◆ Required action
Everything in the listing below should be repeated exactly.

[[ Data for this task, beginning ]]

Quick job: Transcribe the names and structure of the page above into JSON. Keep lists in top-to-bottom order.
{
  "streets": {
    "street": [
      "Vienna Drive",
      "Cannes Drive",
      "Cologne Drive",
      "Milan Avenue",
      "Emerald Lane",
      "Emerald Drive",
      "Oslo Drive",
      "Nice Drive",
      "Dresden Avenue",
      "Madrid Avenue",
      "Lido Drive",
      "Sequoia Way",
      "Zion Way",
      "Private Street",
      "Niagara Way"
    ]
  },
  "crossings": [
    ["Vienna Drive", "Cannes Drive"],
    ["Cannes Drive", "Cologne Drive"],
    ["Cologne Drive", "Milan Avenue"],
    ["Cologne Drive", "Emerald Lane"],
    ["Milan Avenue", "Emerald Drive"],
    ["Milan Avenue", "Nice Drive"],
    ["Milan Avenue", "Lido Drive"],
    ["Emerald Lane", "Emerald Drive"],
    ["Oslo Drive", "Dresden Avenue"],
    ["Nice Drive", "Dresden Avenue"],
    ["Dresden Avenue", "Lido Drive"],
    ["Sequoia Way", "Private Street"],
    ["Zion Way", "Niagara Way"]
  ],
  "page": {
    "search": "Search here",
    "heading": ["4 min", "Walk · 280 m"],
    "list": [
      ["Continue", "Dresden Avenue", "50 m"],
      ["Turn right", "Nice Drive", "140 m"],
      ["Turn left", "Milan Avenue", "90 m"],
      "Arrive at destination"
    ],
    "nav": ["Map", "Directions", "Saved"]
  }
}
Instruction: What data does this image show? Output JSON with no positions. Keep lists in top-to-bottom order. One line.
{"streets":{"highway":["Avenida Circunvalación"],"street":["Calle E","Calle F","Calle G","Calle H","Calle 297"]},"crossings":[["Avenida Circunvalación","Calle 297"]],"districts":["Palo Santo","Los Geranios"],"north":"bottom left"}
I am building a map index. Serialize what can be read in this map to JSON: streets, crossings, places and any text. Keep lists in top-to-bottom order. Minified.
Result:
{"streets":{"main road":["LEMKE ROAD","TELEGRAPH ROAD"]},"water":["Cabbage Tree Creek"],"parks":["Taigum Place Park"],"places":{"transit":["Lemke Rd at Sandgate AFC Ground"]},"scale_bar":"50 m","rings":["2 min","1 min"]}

[[ Data for this task, end ]]

◆ Task output
Quick job: Transcribe the names and structure of the page above into JSON. Keep lists in top-to-bottom order.
{
  "streets": {
    "street": [
      "Vienna Drive",
      "Cannes Drive",
      "Cologne Drive",
      "Milan Avenue",
      "Emerald Lane",
      "Emerald Drive",
      "Oslo Drive",
      "Nice Drive",
      "Dresden Avenue",
      "Madrid Avenue",
      "Lido Drive",
      "Sequoia Way",
      "Zion Way",
      "Private Street",
      "Niagara Way"
    ]
  },
  "crossings": [
    ["Vienna Drive", "Cannes Drive"],
    ["Cannes Drive", "Cologne Drive"],
    ["Cologne Drive", "Milan Avenue"],
    ["Cologne Drive", "Emerald Lane"],
    ["Milan Avenue", "Emerald Drive"],
    ["Milan Avenue", "Nice Drive"],
    ["Milan Avenue", "Lido Drive"],
    ["Emerald Lane", "Emerald Drive"],
    ["Oslo Drive", "Dresden Avenue"],
    ["Nice Drive", "Dresden Avenue"],
    ["Dresden Avenue", "Lido Drive"],
    ["Sequoia Way", "Private Street"],
    ["Zion Way", "Niagara Way"]
  ],
  "page": {
    "search": "Search here",
    "heading": ["4 min", "Walk · 280 m"],
    "list": [
      ["Continue", "Dresden Avenue", "50 m"],
      ["Turn right", "Nice Drive", "140 m"],
      ["Turn left", "Milan Avenue", "90 m"],
      "Arrive at destination"
    ],
    "nav": ["Map", "Directions", "Saved"]
  }
}
Instruction: What data does this image show? Output JSON with no positions. Keep lists in top-to-bottom order. One line.
{"streets":{"highway":["Avenida Circunvalación"],"street":["Calle E","Calle F","Calle G","Calle H","Calle 297"]},"crossings":[["Avenida Circunvalación","Calle 297"]],"districts":["Palo Santo","Los Geranios"],"north":"bottom left"}
I am building a map index. Serialize what can be read in this map to JSON: streets, crossings, places and any text. Keep lists in top-to-bottom order. Minified.
Result:
{"streets":{"main road":["LEMKE ROAD","TELEGRAPH ROAD"]},"water":["Cabbage Tree Creek"],"parks":["Taigum Place Park"],"places":{"transit":["Lemke Rd at Sandgate AFC Ground"]},"scale_bar":"50 m","rings":["2 min","1 min"]}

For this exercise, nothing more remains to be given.